Lorsque la guerre éclate, Rose Valland travaille au musée du Jeu de Paume en tant qu'attachée de conservation. Durant l'occupation allemande, elle va consigner secrètement les déplacements des oeuvres d’art pillées par les nazis. Elle est aujourd’hui reconnue comme une figure majeure de la Résistance française.
Une vocation pour l'art
Issue d’une famille modeste dauphinoise, Rose Valland naît le 1er novembre 1898 à Saint-Étienne-de-Saint-Geoirs, en Isère. Elle entreprend des études en histoire de l’art à Lyon puis à Paris qui lui permettent, en 1932, de devenir attachée de conservation au musée du Jeu de Paume, haut lieu de l’art moderne et des expositions d'avant-garde en Europe.
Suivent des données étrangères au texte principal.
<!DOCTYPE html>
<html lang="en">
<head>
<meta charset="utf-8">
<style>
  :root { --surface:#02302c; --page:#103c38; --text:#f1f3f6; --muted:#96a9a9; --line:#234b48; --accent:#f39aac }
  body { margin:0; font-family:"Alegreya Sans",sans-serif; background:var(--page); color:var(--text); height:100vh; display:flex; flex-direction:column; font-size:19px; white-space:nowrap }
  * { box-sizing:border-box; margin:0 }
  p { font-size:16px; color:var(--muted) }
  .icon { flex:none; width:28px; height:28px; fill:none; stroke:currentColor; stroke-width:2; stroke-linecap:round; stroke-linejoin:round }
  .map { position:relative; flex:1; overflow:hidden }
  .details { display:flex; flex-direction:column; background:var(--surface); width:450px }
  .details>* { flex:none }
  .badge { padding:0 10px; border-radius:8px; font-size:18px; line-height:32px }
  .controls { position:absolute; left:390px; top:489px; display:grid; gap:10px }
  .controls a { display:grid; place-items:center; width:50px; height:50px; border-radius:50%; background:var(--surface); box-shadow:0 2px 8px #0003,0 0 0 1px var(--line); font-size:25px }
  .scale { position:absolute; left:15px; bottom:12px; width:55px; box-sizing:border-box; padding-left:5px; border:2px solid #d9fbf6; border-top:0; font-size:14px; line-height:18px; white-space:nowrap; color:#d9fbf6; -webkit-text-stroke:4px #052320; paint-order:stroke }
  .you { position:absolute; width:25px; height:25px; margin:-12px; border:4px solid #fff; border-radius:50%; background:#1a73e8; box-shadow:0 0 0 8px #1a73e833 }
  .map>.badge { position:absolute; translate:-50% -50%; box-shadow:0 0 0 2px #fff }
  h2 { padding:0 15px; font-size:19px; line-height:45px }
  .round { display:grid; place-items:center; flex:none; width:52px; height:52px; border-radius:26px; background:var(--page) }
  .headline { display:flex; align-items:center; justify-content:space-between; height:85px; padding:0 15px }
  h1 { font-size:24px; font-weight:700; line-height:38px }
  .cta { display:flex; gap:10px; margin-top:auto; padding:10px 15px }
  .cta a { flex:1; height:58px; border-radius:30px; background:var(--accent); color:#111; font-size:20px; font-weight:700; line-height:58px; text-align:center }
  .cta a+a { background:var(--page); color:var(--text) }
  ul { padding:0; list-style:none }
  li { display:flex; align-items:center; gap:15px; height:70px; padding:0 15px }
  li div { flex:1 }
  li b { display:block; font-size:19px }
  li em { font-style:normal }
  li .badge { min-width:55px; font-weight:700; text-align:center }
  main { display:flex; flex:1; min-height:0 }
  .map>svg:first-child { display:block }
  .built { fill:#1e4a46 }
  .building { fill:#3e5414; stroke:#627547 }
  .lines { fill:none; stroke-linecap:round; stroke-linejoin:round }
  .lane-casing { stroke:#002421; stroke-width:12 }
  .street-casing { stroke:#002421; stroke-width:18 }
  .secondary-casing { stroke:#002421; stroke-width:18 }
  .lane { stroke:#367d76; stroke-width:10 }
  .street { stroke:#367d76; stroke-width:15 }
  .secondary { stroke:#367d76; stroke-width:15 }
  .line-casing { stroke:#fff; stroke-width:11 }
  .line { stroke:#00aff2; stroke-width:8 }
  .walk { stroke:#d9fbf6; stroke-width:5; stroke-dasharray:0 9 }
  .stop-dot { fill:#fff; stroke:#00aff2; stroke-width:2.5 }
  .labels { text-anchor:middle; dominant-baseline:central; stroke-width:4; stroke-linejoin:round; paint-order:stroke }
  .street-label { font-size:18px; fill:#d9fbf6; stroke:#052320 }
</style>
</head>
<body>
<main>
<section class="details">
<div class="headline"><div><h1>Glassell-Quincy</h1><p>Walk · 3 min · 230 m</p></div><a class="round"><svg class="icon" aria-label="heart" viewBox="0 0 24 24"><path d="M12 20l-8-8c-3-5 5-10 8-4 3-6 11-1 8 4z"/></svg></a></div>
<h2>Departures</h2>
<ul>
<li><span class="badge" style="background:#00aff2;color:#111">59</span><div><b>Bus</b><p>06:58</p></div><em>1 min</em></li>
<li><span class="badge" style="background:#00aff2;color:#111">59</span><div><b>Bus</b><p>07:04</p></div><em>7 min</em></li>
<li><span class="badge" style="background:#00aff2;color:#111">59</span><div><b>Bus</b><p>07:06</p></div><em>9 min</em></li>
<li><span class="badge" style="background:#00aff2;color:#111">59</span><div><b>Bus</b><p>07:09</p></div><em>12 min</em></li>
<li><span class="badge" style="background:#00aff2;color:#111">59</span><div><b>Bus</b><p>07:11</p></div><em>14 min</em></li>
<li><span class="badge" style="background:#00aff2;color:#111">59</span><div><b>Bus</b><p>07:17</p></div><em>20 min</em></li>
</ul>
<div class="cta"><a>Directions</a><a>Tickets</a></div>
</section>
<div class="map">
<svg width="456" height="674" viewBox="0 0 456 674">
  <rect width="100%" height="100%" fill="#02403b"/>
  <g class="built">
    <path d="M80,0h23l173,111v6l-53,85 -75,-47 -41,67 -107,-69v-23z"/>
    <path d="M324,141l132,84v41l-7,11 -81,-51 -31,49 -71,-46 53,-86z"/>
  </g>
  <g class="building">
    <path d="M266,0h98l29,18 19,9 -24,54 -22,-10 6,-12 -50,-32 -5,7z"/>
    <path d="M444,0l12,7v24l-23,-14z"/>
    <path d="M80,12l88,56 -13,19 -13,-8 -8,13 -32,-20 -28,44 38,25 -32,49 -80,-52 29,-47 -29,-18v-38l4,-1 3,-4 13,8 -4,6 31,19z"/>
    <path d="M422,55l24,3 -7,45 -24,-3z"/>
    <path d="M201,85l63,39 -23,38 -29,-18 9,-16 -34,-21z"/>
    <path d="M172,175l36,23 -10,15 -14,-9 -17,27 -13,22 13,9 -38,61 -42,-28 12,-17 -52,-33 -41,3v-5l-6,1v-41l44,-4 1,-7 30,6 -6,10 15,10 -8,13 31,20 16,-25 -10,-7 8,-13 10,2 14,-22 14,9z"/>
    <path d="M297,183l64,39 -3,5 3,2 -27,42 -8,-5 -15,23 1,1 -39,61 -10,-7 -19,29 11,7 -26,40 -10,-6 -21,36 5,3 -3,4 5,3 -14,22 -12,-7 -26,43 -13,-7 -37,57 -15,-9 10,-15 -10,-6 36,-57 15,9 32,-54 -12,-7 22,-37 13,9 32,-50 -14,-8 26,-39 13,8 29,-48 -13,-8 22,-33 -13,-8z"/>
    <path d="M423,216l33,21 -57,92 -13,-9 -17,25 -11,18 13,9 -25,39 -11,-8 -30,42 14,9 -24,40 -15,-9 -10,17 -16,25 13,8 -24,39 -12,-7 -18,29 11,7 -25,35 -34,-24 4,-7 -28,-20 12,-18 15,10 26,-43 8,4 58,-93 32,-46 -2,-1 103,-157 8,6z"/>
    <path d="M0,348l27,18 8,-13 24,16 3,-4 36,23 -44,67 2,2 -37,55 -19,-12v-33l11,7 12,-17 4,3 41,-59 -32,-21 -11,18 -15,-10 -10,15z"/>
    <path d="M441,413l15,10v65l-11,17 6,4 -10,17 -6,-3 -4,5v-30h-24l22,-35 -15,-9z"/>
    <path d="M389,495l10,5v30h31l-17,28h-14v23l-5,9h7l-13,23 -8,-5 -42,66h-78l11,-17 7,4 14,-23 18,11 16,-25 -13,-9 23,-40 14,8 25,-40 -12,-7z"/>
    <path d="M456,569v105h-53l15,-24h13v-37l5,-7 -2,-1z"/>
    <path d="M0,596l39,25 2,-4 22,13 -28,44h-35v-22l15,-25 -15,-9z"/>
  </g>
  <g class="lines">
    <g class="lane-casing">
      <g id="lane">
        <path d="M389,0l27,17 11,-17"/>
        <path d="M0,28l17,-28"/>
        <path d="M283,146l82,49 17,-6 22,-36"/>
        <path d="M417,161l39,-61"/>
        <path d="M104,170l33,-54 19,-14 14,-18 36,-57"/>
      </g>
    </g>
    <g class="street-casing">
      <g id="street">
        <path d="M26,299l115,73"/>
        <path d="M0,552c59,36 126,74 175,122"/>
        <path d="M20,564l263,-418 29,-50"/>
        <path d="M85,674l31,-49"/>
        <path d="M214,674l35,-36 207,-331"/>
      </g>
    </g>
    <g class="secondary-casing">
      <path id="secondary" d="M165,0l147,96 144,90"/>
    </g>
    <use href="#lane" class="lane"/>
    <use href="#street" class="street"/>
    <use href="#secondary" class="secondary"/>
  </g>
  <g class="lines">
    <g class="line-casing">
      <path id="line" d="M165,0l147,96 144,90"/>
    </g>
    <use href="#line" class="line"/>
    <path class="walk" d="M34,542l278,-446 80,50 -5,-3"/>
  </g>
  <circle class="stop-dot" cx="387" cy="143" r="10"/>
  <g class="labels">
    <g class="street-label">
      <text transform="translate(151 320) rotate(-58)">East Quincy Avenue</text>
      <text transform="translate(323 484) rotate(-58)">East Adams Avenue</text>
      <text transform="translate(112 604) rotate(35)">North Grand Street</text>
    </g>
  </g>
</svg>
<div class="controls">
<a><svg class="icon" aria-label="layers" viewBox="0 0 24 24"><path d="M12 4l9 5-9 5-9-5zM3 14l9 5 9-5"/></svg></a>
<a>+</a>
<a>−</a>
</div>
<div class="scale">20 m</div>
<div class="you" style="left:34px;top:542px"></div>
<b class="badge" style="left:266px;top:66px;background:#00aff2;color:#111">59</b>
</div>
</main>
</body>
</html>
À l’aube du conflit, elle participe, avec Jacques Jaujard, directeur des Musées nationaux, à la protection et à l’évacuation des collections françaises menacées par l'arrivée imminente des nazis en France.
Une espionne sous l'Occupation
L'Einsatzstab Reichsleiter Rosenberg (ERR) est le service secret allemand qui régit le pillage systématique des oeuvres d'art, notamment spoliées aux familles juives et franc-maçonnes sous l’Occupation.
Dès novembre 1940, le ERR utilise le musée du Jeu de Paume comme siège de ses opérations. Rose Valland, qui travaille au musée depuis 8 ans déjà, est autorisée à rester en poste, afin d’effectuer l'inventaire des oeuvres en transit.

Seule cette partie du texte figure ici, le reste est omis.